LLMs natively output unstructured text. Tool Calling (originally introduced as Function Calling by OpenAI) is the process of providing an LLM with a schema of available tools (like a weather API or a database query function). The model evaluates the user's prompt, determines if one of the tools is necessary to fulfill the request, and instead of replying with conversational text, it halts generation and outputs a perfectly structured JSON object matching the tool's expected arguments. The application executes the external code using those arguments and feeds the result back into the model to generate the final human-readable response.
How It Works
- Schema Injection: The developer passes a JSON Schema outlining the available tools (e.g., `get_weather(location, unit)`) alongside the system prompt.

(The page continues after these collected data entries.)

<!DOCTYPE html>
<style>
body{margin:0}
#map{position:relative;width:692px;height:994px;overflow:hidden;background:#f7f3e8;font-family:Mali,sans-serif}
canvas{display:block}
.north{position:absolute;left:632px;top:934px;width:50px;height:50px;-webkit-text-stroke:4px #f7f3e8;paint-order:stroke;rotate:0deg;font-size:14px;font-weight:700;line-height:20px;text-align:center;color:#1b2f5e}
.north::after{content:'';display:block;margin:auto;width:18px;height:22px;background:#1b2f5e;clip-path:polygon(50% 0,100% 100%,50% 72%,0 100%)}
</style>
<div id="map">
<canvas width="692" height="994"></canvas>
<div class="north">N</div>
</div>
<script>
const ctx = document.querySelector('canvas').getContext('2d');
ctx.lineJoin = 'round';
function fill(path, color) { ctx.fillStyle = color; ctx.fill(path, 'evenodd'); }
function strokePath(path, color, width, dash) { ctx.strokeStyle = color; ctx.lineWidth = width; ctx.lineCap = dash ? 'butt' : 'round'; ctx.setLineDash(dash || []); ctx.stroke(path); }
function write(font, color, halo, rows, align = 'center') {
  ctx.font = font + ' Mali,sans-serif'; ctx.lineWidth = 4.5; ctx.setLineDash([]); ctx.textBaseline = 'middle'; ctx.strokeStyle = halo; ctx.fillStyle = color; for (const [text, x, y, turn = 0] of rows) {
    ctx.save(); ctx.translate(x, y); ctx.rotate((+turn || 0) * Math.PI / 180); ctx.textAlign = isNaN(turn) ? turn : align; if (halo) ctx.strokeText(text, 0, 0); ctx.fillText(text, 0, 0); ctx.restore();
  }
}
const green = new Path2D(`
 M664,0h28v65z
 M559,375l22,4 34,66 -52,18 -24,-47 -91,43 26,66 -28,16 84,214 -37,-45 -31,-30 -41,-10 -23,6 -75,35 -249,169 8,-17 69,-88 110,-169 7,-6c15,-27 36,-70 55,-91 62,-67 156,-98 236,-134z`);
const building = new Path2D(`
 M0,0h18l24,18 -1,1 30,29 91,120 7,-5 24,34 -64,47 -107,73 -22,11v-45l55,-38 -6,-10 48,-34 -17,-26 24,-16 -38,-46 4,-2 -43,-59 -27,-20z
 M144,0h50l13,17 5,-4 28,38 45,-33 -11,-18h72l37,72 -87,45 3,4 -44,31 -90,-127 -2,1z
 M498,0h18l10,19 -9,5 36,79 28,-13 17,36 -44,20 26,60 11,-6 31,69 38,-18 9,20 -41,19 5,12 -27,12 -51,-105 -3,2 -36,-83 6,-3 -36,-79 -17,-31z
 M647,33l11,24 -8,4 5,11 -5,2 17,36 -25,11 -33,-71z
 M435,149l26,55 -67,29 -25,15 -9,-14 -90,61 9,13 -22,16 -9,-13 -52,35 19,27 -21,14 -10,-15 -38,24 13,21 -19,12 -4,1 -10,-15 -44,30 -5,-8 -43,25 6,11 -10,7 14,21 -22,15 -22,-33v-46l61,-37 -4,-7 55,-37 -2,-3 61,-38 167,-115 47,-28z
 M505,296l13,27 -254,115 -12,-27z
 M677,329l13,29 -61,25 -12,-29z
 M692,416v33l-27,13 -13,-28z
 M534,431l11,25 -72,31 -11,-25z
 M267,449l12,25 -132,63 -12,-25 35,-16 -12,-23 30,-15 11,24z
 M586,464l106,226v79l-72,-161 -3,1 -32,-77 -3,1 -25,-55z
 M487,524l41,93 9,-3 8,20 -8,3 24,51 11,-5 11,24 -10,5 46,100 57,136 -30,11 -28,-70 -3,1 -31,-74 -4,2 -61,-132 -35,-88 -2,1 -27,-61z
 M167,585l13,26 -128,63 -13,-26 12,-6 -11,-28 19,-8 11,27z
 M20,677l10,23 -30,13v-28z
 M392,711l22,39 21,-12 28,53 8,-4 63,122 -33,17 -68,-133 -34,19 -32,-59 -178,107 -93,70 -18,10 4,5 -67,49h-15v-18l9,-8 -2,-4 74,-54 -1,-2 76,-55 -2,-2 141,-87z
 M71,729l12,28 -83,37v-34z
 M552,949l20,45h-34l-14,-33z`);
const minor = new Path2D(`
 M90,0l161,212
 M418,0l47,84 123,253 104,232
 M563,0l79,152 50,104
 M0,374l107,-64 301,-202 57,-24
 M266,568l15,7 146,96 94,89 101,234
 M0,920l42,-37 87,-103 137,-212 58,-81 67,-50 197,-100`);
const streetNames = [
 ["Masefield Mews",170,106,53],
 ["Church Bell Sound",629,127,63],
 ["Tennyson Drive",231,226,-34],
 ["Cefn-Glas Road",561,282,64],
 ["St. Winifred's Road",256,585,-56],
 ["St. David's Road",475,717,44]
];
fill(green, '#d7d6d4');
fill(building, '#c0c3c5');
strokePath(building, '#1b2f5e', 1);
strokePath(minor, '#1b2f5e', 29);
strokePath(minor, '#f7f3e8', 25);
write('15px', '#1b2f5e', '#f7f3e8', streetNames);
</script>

- Model Decision: The LLM decides it cannot answer the user query based on internal weights and chooses to invoke a tool.
- JSON Output: The model outputs a specific token (like `
`) followed by `{"location": "Seattle", "unit": "celsius"}`. - Execution: The developer's backend intercepts this, runs the actual Python code, and appends the result (e.g., `15°C`) to the message history for the LLM to read.
Common Use Cases
- Empowering autonomous agents to interact with the real world (sending emails, modifying databases).
- Fetching real-time data that an LLM could not possibly know (stock prices, current news).